**Given information:**
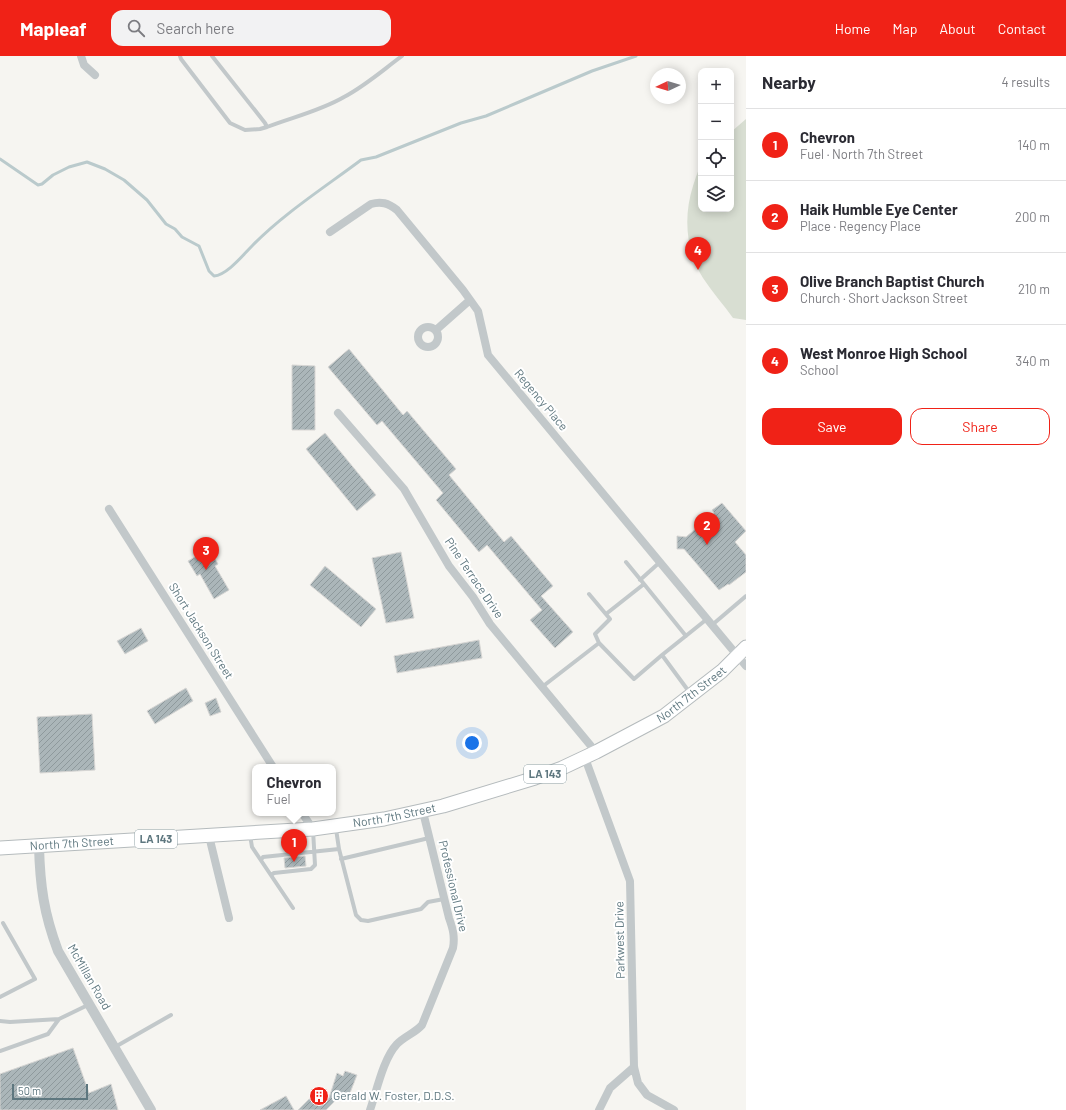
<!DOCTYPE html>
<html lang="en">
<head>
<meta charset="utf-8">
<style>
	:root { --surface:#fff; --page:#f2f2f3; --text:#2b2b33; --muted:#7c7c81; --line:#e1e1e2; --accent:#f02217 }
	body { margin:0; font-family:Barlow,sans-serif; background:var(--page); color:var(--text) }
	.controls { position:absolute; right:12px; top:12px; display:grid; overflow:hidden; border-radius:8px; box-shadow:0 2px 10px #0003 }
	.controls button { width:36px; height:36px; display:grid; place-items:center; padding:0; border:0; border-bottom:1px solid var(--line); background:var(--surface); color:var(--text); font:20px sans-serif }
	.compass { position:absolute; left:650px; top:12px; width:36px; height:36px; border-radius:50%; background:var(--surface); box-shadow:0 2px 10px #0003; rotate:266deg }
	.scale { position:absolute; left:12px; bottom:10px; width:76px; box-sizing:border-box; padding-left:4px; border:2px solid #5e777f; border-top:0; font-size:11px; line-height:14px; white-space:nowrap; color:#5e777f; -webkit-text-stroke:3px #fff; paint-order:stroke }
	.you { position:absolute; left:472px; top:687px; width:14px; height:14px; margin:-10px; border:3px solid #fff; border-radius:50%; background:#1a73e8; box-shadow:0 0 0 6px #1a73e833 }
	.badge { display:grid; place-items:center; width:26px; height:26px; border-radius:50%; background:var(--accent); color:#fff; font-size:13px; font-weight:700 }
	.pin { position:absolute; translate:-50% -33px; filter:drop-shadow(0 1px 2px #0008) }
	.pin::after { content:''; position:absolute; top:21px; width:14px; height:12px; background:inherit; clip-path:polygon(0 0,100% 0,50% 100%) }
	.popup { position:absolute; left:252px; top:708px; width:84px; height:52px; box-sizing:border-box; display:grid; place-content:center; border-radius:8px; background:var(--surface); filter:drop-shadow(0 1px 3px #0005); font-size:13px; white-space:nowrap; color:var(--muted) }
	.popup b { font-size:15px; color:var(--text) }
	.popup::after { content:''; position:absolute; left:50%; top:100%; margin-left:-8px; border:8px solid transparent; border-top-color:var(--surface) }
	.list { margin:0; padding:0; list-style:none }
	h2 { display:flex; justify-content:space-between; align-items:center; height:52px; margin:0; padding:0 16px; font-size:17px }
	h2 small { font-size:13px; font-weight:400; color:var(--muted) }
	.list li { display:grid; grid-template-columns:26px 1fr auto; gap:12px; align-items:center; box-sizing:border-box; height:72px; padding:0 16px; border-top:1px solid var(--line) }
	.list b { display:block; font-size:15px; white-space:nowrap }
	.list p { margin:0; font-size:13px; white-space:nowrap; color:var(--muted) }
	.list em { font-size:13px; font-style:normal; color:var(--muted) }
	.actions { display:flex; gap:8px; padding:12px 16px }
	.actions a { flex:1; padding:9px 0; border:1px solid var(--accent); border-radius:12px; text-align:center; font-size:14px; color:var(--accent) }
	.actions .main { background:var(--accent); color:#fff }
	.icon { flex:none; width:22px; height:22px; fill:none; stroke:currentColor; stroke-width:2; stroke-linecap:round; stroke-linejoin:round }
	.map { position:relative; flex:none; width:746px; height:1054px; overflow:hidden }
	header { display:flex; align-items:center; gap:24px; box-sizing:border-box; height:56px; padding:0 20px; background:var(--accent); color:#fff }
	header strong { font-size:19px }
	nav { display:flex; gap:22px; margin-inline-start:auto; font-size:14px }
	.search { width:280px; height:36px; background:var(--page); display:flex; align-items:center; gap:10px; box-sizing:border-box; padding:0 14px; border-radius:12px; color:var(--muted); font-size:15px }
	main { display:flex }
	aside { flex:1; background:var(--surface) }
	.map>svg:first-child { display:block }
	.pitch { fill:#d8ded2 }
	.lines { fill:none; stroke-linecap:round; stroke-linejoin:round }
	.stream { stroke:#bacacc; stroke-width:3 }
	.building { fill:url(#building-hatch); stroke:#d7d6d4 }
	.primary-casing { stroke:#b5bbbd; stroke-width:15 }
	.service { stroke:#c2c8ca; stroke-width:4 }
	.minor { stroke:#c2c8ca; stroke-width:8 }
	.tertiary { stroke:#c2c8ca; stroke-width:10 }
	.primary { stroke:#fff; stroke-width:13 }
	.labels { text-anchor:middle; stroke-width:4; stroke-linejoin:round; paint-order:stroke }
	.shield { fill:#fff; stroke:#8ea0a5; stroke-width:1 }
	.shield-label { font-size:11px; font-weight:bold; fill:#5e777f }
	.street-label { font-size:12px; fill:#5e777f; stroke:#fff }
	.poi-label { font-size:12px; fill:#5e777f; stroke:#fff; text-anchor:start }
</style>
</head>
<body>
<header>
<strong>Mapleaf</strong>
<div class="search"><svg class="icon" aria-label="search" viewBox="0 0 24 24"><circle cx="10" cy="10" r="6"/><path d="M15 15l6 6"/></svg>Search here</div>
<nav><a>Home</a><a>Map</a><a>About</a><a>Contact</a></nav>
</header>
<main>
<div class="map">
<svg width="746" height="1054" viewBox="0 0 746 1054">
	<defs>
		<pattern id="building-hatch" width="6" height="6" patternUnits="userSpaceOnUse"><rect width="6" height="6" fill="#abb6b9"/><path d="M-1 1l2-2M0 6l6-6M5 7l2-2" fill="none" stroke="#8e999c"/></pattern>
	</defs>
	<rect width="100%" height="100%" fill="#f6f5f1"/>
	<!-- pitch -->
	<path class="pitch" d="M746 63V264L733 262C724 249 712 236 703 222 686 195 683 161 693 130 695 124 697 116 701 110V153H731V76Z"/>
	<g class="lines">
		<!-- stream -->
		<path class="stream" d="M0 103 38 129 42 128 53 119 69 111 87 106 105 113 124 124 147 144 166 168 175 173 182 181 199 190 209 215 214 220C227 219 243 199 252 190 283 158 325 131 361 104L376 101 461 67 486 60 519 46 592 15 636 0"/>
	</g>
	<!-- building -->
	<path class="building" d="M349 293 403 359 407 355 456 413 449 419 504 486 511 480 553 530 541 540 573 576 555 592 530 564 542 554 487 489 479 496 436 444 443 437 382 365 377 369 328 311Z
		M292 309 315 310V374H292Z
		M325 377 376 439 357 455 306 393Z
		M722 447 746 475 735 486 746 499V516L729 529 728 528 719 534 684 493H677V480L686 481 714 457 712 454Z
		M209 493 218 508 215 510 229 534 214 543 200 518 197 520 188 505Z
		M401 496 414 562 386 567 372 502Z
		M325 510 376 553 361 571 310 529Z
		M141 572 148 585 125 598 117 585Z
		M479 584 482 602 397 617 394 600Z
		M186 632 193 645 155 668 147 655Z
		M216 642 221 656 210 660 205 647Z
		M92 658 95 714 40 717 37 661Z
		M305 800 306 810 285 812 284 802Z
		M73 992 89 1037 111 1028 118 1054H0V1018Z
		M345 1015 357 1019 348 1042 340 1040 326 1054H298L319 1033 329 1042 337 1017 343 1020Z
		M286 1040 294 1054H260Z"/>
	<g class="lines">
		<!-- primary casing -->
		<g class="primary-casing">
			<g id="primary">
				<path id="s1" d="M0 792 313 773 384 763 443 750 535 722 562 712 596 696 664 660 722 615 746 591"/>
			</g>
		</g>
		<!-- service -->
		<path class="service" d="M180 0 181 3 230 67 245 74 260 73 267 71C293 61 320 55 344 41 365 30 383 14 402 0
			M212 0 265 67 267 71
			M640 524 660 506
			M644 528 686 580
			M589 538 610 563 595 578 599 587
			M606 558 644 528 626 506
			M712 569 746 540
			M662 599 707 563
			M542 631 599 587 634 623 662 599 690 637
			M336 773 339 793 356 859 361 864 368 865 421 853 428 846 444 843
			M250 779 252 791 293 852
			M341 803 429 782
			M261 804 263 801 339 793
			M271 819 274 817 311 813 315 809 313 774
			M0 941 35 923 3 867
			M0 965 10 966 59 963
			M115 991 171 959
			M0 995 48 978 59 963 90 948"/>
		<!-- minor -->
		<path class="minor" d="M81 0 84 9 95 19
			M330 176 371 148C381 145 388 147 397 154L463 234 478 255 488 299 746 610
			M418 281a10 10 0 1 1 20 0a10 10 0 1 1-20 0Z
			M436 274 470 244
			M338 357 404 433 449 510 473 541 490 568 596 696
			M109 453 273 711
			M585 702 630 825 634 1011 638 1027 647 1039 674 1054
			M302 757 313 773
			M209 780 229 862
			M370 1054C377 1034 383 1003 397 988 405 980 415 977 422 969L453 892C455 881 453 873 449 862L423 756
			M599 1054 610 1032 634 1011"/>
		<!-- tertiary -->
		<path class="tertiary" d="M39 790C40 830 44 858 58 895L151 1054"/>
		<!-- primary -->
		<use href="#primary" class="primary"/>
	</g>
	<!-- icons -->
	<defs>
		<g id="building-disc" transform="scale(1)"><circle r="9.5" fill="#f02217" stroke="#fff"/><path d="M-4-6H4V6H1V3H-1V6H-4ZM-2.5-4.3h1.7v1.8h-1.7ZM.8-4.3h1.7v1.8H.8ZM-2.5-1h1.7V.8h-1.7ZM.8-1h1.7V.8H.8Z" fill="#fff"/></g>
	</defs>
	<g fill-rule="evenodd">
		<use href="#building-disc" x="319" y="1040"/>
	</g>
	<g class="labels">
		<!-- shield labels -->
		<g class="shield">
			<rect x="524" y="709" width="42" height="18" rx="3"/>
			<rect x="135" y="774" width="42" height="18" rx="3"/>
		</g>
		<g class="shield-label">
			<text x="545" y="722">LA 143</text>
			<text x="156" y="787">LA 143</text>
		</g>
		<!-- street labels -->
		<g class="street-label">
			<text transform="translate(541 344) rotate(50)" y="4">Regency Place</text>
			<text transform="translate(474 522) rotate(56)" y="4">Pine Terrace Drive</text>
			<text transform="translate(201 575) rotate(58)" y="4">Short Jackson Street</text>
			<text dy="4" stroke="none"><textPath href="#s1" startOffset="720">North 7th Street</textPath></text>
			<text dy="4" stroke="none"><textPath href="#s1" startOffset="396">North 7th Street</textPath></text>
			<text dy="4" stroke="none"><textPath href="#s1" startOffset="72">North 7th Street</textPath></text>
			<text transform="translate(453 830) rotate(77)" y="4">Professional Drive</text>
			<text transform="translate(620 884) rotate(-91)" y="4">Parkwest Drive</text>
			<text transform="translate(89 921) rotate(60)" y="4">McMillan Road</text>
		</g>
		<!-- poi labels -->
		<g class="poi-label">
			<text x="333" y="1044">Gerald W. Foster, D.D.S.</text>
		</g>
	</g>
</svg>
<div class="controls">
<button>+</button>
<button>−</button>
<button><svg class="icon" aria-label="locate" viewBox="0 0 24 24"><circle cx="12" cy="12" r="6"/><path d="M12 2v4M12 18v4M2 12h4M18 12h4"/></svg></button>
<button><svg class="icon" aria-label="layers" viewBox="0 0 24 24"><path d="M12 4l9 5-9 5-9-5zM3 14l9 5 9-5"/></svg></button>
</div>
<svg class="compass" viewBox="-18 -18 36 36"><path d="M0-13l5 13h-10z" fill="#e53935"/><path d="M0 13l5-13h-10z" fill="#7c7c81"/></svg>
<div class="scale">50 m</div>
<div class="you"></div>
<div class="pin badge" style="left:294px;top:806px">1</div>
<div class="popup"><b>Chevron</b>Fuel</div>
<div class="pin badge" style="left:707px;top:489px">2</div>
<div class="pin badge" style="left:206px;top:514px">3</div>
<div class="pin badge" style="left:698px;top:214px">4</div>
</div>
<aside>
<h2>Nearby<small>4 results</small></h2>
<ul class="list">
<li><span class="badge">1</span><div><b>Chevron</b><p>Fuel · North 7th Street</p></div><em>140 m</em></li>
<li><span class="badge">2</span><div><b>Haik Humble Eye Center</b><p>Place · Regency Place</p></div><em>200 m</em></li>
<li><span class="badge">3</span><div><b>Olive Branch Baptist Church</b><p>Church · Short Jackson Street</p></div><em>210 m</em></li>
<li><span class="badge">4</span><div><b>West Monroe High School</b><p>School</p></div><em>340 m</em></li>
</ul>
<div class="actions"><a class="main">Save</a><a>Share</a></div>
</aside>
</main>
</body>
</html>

**Work to complete:**
What you give back should be only the lines of the records above, starting at the line with "position:absolute; left:252px; top:708px;" and ending at the line with "content:''; position:absolute; left:50%;", restated word for word.

**Written reply:**
	.popup { position:absolute; left:252px; top:708px; width:84px; height:52px; box-sizing:border-box; display:grid; place-content:center; border-radius:8px; background:var(--surface); filter:drop-shadow(0 1px 3px #0005); font-size:13px; white-space:nowrap; color:var(--muted) }
	.popup b { font-size:15px; color:var(--text) }
	.popup::after { content:''; position:absolute; left:50%; top:100%; margin-left:-8px; border:8px solid transparent; border-top-color:var(--surface) }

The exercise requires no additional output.